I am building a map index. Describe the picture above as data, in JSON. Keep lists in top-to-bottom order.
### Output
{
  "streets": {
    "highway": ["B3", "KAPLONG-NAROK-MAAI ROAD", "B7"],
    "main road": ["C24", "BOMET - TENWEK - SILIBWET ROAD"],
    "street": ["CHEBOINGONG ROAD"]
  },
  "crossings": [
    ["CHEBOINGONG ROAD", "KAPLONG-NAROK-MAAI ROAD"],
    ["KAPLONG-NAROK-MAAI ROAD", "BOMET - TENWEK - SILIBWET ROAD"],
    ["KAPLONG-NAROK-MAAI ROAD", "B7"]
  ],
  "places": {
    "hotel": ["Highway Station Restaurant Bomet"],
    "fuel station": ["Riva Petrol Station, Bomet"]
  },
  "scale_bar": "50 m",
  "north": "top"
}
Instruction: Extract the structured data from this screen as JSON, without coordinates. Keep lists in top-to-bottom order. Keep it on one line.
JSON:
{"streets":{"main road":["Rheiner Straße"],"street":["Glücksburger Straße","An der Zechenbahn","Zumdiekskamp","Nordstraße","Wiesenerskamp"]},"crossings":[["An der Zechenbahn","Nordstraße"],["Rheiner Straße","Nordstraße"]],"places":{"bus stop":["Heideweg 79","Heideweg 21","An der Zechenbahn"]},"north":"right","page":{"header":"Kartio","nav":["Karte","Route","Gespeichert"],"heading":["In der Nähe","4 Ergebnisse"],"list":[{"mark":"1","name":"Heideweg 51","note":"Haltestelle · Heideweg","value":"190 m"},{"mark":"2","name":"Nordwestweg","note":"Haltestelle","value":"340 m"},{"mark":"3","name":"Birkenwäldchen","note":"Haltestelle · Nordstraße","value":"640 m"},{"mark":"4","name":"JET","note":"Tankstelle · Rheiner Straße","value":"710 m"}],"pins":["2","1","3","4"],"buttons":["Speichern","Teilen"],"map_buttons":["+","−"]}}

----------------------------------------

#### Exercise prompt:
Whatever appears in the listing should be copied exactly and completely.

#### Result:
I am building a map index. Describe the picture above as data, in JSON. Keep lists in top-to-bottom order.
### Output
{
  "streets": {
    "highway": ["B3", "KAPLONG-NAROK-MAAI ROAD", "B7"],
    "main road": ["C24", "BOMET - TENWEK - SILIBWET ROAD"],
    "street": ["CHEBOINGONG ROAD"]
  },
  "crossings": [
    ["CHEBOINGONG ROAD", "KAPLONG-NAROK-MAAI ROAD"],
    ["KAPLONG-NAROK-MAAI ROAD", "BOMET - TENWEK - SILIBWET ROAD"],
    ["KAPLONG-NAROK-MAAI ROAD", "B7"]
  ],
  "places": {
    "hotel": ["Highway Station Restaurant Bomet"],
    "fuel station": ["Riva Petrol Station, Bomet"]
  },
  "scale_bar": "50 m",
  "north": "top"
}
Instruction: Extract the structured data from this screen as JSON, without coordinates. Keep lists in top-to-bottom order. Keep it on one line.
JSON:
{"streets":{"main road":["Rheiner Straße"],"street":["Glücksburger Straße","An der Zechenbahn","Zumdiekskamp","Nordstraße","Wiesenerskamp"]},"crossings":[["An der Zechenbahn","Nordstraße"],["Rheiner Straße","Nordstraße"]],"places":{"bus stop":["Heideweg 79","Heideweg 21","An der Zechenbahn"]},"north":"right","page":{"header":"Kartio","nav":["Karte","Route","Gespeichert"],"heading":["In der Nähe","4 Ergebnisse"],"list":[{"mark":"1","name":"Heideweg 51","note":"Haltestelle · Heideweg","value":"190 m"},{"mark":"2","name":"Nordwestweg","note":"Haltestelle","value":"340 m"},{"mark":"3","name":"Birkenwäldchen","note":"Haltestelle · Nordstraße","value":"640 m"},{"mark":"4","name":"JET","note":"Tankstelle · Rheiner Straße","value":"710 m"}],"pins":["2","1","3","4"],"buttons":["Speichern","Teilen"],"map_buttons":["+","−"]}}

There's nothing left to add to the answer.